L’Europe sommée de s’émanciper des énergies fossiles sous peine de lourdes conséquences

Image d'illustration. Drapeau union europeenneADN
Face à la menace de conséquences économiques et climatiques sévères, l’Union européenne est pressée d’accélérer sa transition énergétique afin de limiter sa vulnérabilité aux hydrocarbures et d’éviter de lourdes répercussions financières et environnementales.
Tl;dr
- La BCE presse une transition énergétique rapide.
- L’inflation européenne liée à la dépendance fossile.
- Investir maintenant évite des coûts futurs plus lourds.

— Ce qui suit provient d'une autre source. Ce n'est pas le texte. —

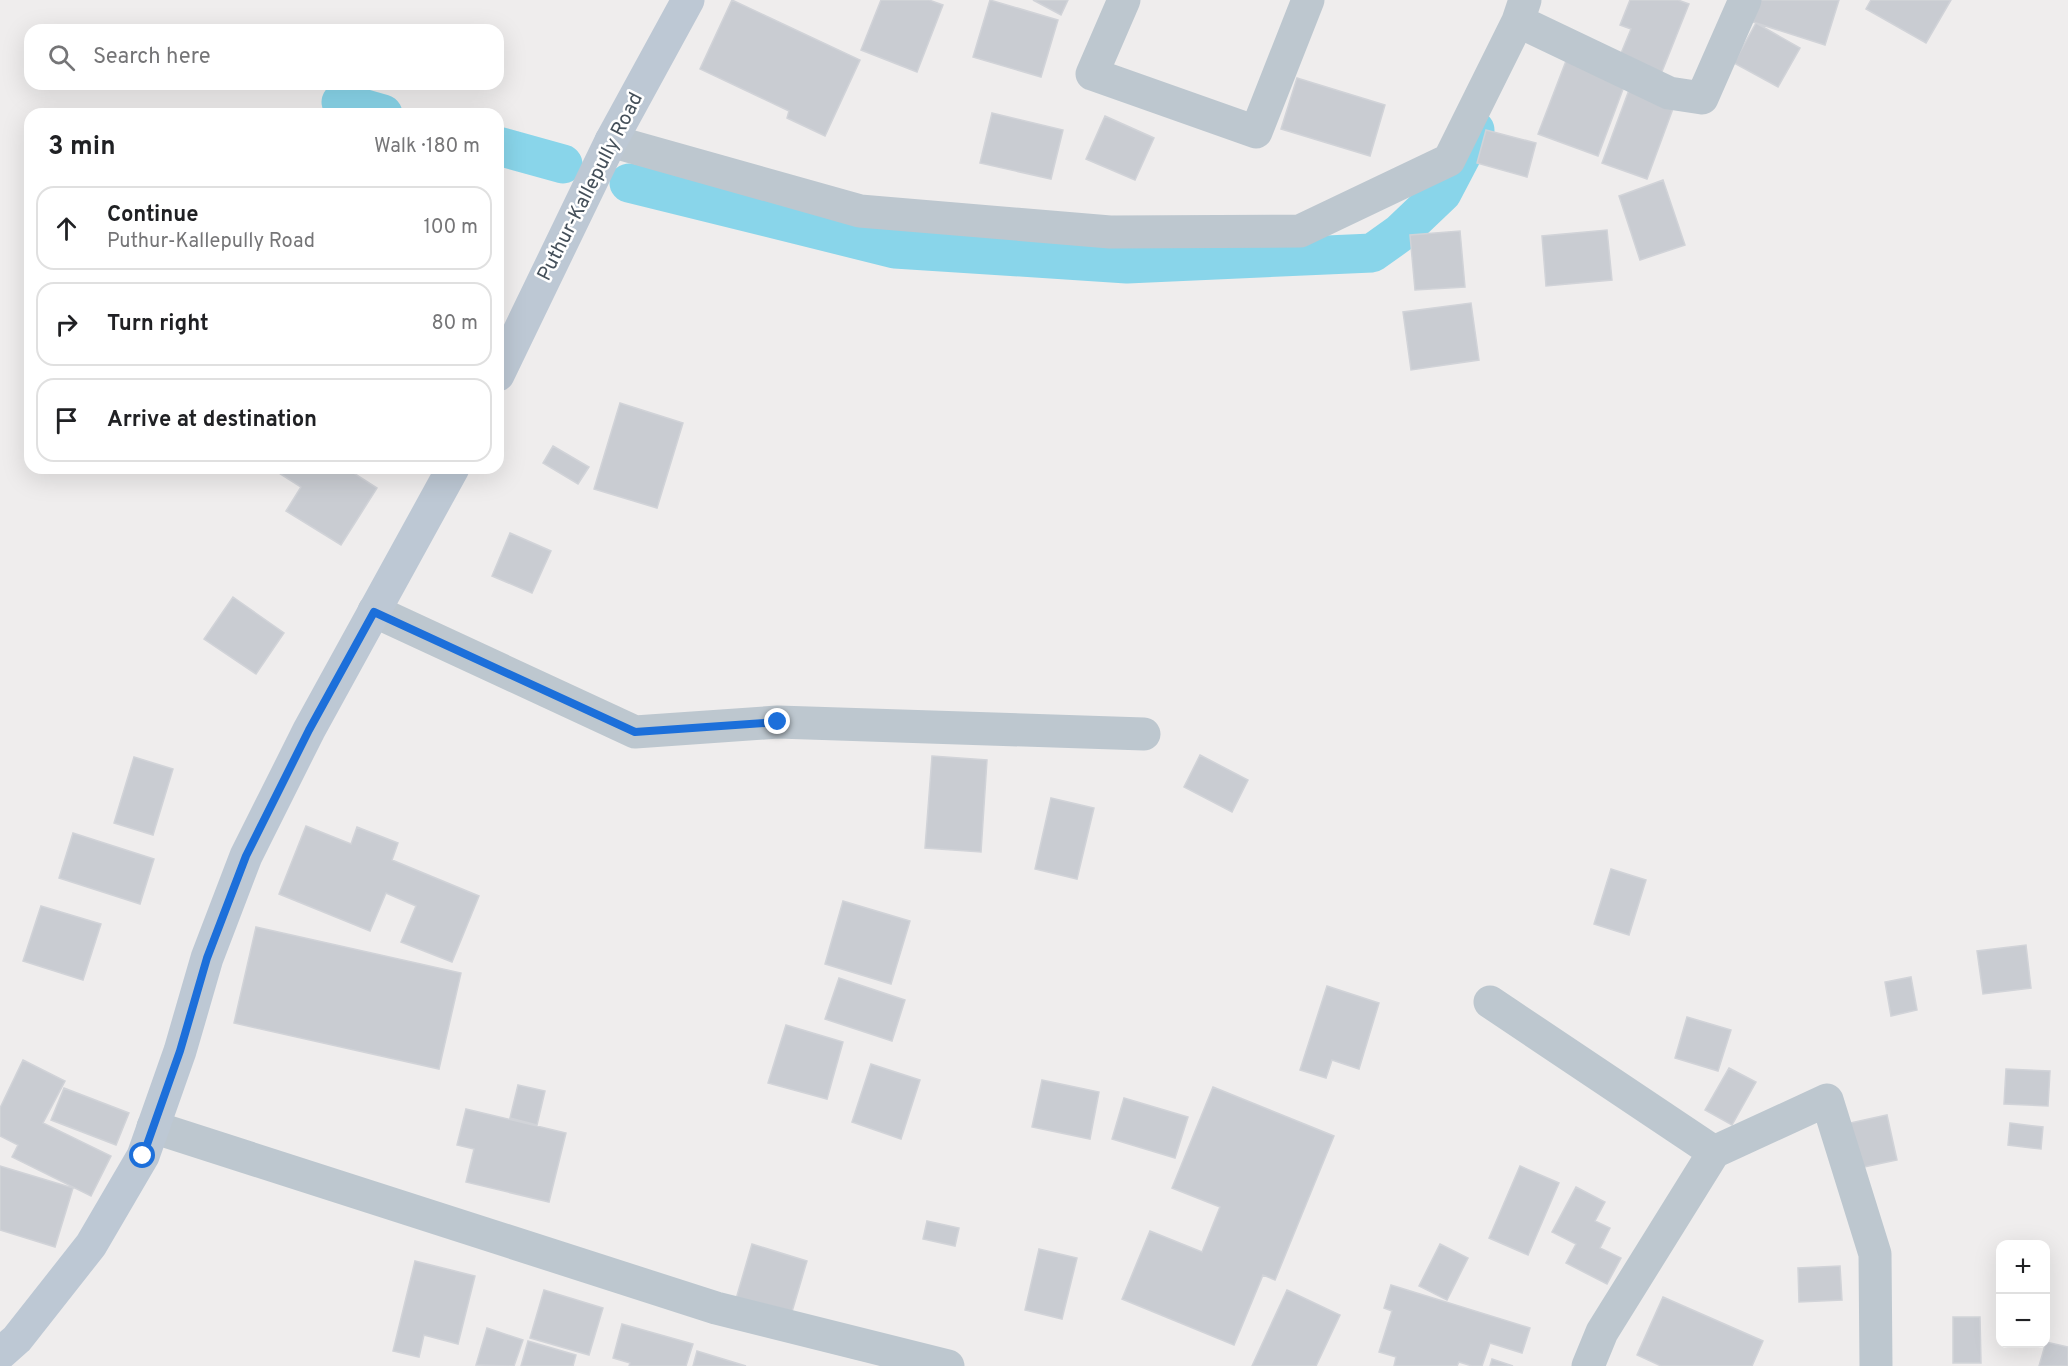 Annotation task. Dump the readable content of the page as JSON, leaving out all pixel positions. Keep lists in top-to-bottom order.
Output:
{
  "streets": {
    "main road": ["Puthur-Kallepully Road"]
  },
  "page": {
    "search": "Search here",
    "heading": ["3 min", "Walk · 180 m"],
    "list": [
      ["Continue", "Puthur-Kallepully Road", "100 m"],
      ["Turn right", "80 m"],
      "Arrive at destination"
    ],
    "map_buttons": ["+", "−"]
  }
}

L’urgence de la transition énergétique
Le débat sur la réduction de la dépendance énergétique de l’Europe revient avec force alors que la zone euro est confrontée à une inflation persistante. Cette question, relancée par Frank Elderson, membre du directoire de la Banque centrale européenne (BCE) et vice-président de son Conseil de surveillance, s’impose comme une nécessité plus qu’un choix : « Faire la transition maintenant ou payer cher plus tard ».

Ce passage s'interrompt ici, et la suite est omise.